Thus argued Alain Forget, the RBC Bank’s director of sales and business development, noting that the continued weakness of the Canadian dollar is making the prospect of buying property in the U.S. housing market—which has seen continuous recovery since the financial crisis—a dismal one.
Forget said that Canada’s current fiscal climate discourages all-cash purchases, and suggested that would-be buyers take out mortgages instead.
“In the past, many Canadians have used cash to buy their U.S. home. However that means using the equity in your Canadian home, cashing out investments or using your savings.

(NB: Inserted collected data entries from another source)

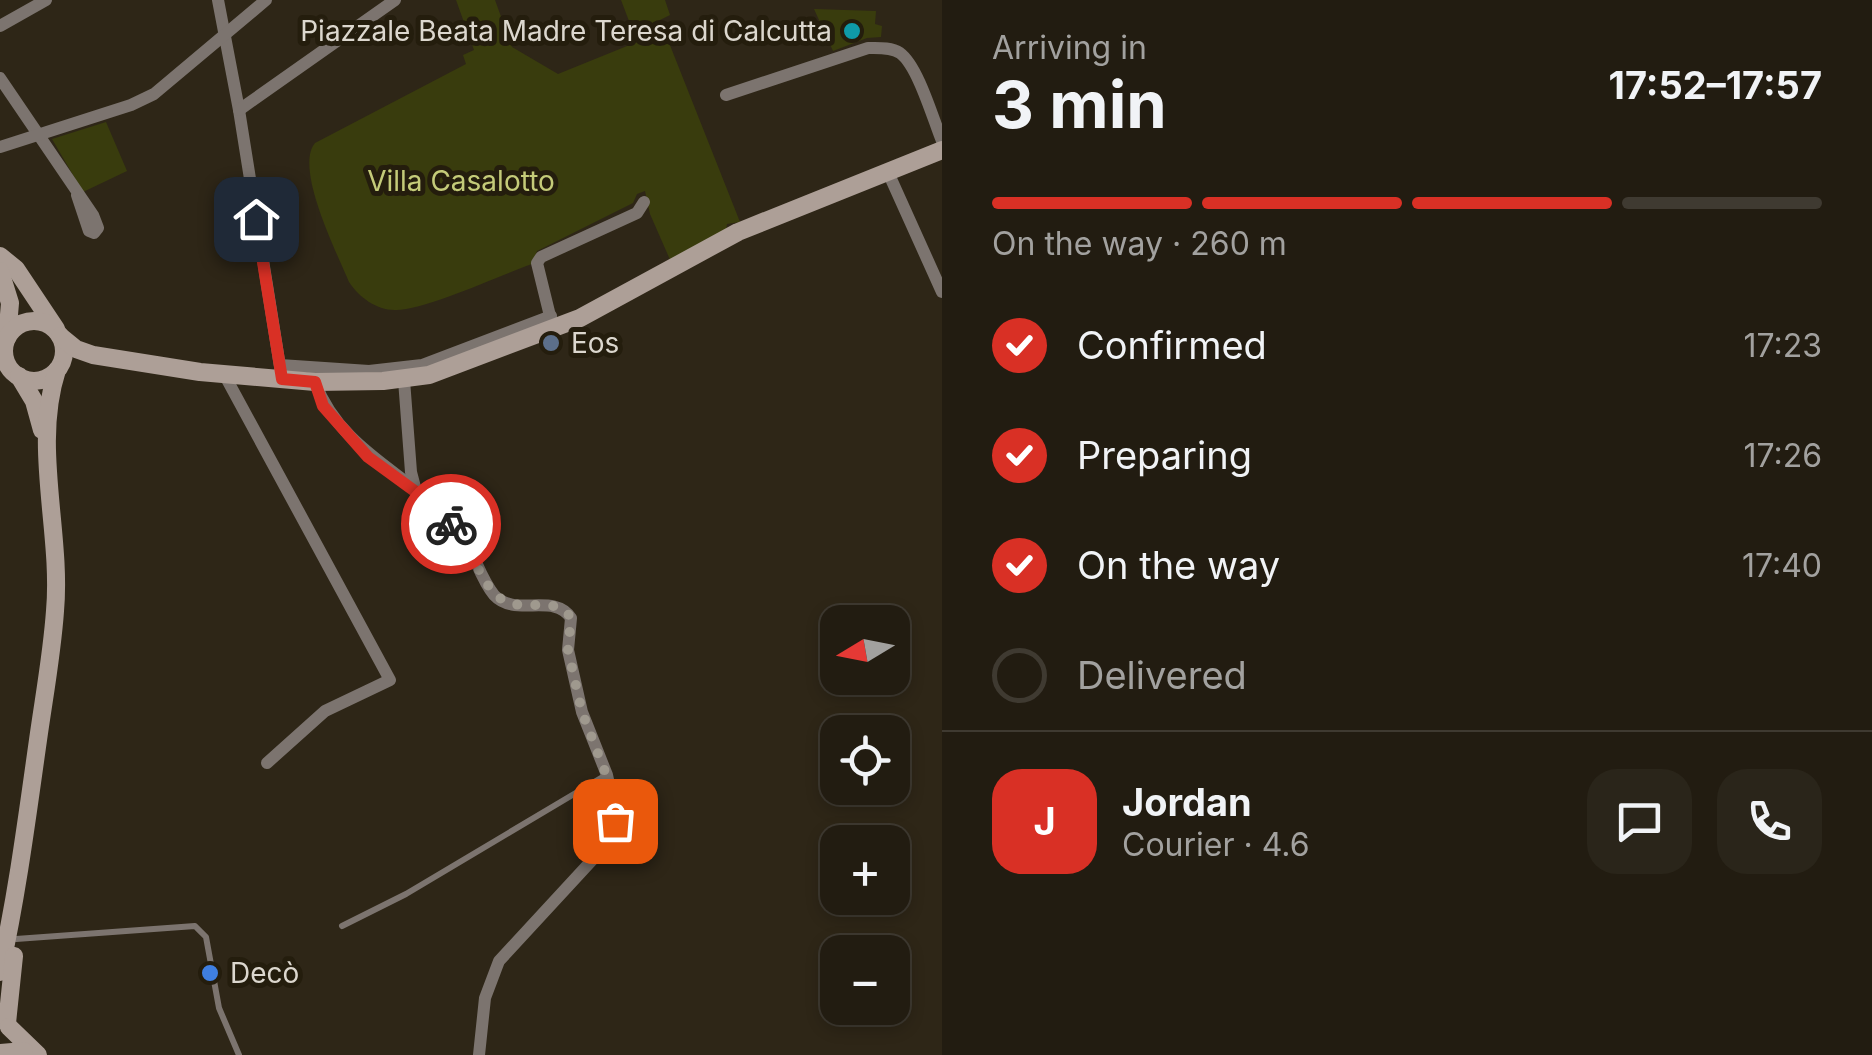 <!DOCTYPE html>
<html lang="en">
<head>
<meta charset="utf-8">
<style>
	body { margin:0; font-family:Inter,sans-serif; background:#2a251a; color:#f1f3f6; height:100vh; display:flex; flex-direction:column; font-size:38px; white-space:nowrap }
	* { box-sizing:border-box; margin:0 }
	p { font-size:32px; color:#a2a19f }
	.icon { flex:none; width:55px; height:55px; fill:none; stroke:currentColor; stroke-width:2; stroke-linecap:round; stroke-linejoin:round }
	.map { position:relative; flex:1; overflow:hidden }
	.details { display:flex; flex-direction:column; background:#221c11; width:930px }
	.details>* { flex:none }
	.needle { width:65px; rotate:260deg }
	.controls { position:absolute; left:820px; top:605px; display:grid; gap:20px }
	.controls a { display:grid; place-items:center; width:90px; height:90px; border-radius:20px; background:#221c11; box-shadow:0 5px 15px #0003,0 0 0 2px #3f3a31; font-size:50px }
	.pin { position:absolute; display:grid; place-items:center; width:85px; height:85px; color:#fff; margin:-42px; border-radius:20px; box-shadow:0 5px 15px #0006 }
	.courier { position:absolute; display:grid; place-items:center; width:100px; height:100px; margin:-50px; border:8px solid #d93025; border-radius:50%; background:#fff; color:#222; box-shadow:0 2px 12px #0007 }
	.overview em { font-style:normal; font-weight:700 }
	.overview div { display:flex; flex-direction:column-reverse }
	.overview { display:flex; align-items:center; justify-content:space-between; height:170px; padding:0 50px }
	h1 { font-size:65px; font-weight:700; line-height:75px }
	.bar { display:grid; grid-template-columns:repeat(4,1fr); gap:15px 10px; align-content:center; height:120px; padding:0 50px }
	.bar i { height:12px; border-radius:8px; background:#3f3a31 }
	.bar .on { background:#d93025 }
	.bar p { grid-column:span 4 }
	.line { display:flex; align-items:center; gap:25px; padding:0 50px; border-top:2px solid #3f3a31 }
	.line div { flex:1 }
	.round { display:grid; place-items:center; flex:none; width:105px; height:105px; border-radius:30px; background:#2a251a }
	ol { padding:0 50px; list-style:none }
	li { display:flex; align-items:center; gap:30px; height:110px }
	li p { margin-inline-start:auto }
	li .icon { padding:10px; border-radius:50%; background:#d93025; color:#fff; stroke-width:4 }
	li:last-child { color:#a2a19f }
	li i { width:55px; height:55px; border:5px solid #3f3a31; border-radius:50% }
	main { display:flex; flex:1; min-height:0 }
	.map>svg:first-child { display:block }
	.green { fill:#393c0d }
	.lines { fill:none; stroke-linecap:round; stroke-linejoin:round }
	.lane { stroke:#7c746f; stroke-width:6 }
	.street { stroke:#7c746f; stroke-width:12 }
	.secondary { stroke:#ad9f97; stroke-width:18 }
	.done { stroke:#9f998e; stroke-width:10; stroke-dasharray:0 18 }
	.route { stroke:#d93025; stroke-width:12 }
	.culture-dot { fill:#0f9aa8; stroke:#241d0d; stroke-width:4 }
	.service-dot { fill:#5c6f8a; stroke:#241d0d; stroke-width:4 }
	.shop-dot { fill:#3f7fe0; stroke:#241d0d; stroke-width:4 }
	.labels { text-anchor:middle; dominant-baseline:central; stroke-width:10; stroke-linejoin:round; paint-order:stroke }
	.poi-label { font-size:28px; fill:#dcd7ce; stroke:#241d0d; text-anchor:start }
	.park-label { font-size:28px; fill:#c4cb79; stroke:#241d0d }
</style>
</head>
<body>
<main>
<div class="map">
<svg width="942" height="1055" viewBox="0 0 942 1055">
	<rect width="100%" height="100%" fill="#2e2617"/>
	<!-- green -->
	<g class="green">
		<path d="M456,0H495L512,47L558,74L637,42L621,0H665L670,15L660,20L740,222L727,224L726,230L671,262L650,214L645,191L637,194L633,203L537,251L532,264C501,275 423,311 395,310C376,310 359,297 349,282C337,253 294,168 315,143L466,64L463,55L474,50Z"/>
		<path d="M814,9L876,11L875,24L882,26L881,37L867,38L833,51Z"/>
		<path d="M106,122L127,171L83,192L52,139Z"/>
	</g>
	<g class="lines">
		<!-- lane -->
		<g class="lane">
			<path d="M342,926L406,894L606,775"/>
			<path d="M16,939L195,926L206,937L219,1008L239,1055"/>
		</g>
		<!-- street -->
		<g class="street">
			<path d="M218,0L239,110L282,379"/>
			<path d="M0,26L46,0"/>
			<path d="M0,78L93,215L98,228L94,233L89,231L77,195"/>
			<path d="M726,95L868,48C878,48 891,47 900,53C918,66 933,119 942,141"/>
			<path d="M239,110L395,0"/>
			<path d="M0,147L131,105L154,94L266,0"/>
			<path d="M887,170L942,292"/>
			<path d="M551,320L537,263L541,257L637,213L644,202"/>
			<path d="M280,365L369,371L422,365L551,316"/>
			<path d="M224,374L390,680L325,711L267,763"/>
			<path d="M404,380L411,472L416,491"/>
			<path d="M315,382C343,457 419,476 461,534C474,552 480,578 494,595C515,618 554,592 571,618L568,650L582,712L607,775L615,812L614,831L607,844L499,961L485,998L479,1055"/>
		</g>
		<!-- secondary -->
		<g class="secondary">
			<path d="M0,256L16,269L56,329"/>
			<path d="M0,271L10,303L7,338"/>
			<circle cx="34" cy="351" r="30"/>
			<path d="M60,336L76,349L93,355L200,372L315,382L383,381L429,375L580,318L738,232L942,150"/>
			<path d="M19,376L34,401L42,430"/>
			<path d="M0,972C17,895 27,818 38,740C44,697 52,654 55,611C62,532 32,447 57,370"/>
			<path d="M7,1023L14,956"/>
			<path d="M9,1027L38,1055"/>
			<path d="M0,1053L24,1051"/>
		</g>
	</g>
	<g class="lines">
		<!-- done -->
		<path class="done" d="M451,524C471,543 481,590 505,601C527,612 556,595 571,618L568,650L582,712L612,790L615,821"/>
		<!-- route -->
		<path class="route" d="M256,219L282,379L315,382L323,406L368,457L416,492L451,524"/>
	</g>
	<!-- markers -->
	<circle class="culture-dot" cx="852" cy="31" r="10"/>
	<circle class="service-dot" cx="551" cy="343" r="10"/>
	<circle class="shop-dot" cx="210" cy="973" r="10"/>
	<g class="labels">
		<!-- poi labels -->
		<g class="poi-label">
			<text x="832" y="31" text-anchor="end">Piazzale Beata Madre Teresa di Calcutta</text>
			<text x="571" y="343">Eos</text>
			<text x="230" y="973">Decò</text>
		</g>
		<!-- park labels -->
		<g class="park-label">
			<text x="461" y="181">Villa Casalotto</text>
		</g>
	</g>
</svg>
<div class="controls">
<a><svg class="needle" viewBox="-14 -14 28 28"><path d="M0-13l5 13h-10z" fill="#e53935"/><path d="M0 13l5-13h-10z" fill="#a2a19f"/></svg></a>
<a><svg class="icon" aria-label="locate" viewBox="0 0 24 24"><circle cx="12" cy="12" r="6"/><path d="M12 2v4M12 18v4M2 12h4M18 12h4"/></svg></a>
<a>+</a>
<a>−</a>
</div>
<div class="pin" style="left:615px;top:821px;background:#ea580c"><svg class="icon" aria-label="bag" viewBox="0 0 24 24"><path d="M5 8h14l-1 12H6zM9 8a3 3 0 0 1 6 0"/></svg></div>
<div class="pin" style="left:256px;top:219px;background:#1f2937"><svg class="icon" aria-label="home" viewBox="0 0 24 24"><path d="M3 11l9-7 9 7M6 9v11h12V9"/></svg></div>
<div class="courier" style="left:451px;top:524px"><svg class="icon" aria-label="bike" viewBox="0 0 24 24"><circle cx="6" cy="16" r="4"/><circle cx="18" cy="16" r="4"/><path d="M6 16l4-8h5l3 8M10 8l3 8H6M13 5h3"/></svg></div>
</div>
<section class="details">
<div class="overview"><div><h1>3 min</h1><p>Arriving in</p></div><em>17:52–17:57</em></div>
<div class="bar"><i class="on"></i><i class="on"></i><i class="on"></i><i></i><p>On the way · 260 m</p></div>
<ol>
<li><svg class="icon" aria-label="check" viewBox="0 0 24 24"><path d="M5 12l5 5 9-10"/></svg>Confirmed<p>17:23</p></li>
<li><svg class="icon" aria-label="check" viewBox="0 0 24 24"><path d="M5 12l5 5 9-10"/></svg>Preparing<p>17:26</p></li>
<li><svg class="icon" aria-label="check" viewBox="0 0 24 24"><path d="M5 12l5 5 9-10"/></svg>On the way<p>17:40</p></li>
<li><i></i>Delivered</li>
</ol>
<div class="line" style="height:180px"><b class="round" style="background:#d93025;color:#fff">J</b><div><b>Jordan</b><p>Courier · 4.6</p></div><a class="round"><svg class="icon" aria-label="chat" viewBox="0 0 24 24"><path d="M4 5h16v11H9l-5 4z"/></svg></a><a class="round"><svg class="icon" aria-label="phone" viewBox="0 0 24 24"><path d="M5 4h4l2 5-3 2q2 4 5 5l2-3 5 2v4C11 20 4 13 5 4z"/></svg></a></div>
</section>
</main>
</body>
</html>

With any of these options you’ll have to exchange your Canadian dollars for U.S. dollars, significantly reducing the cash you have to buy your U.S. home,” Forget told The Globe and Mail
Forget added, however, that those going for the mortgage option should take into account the documentation and procedural differences between obtaining mortgage in Canada and in the U.S. For one, processing of a mortgage application in the United States might take as much as 45 to 60 days, whereas it would only require a few days in Canada.
Most importantly, Canadians who want to take the plunge and get a home in the U.S. should seriously consider the larger fees and the much longer amortization period.
“U.S. mortgage products provide much longer rate terms including up to 30 years at very low rates. In Canada, you can obtain a 25-year term rate but rates are much higher, persuading people to nearly always choose one- to five-year term rates,” Canada to Arizona director of business development Miles Zimbaluk said.
“It is not a great time for Canadians to pay cash for a U.S. home.”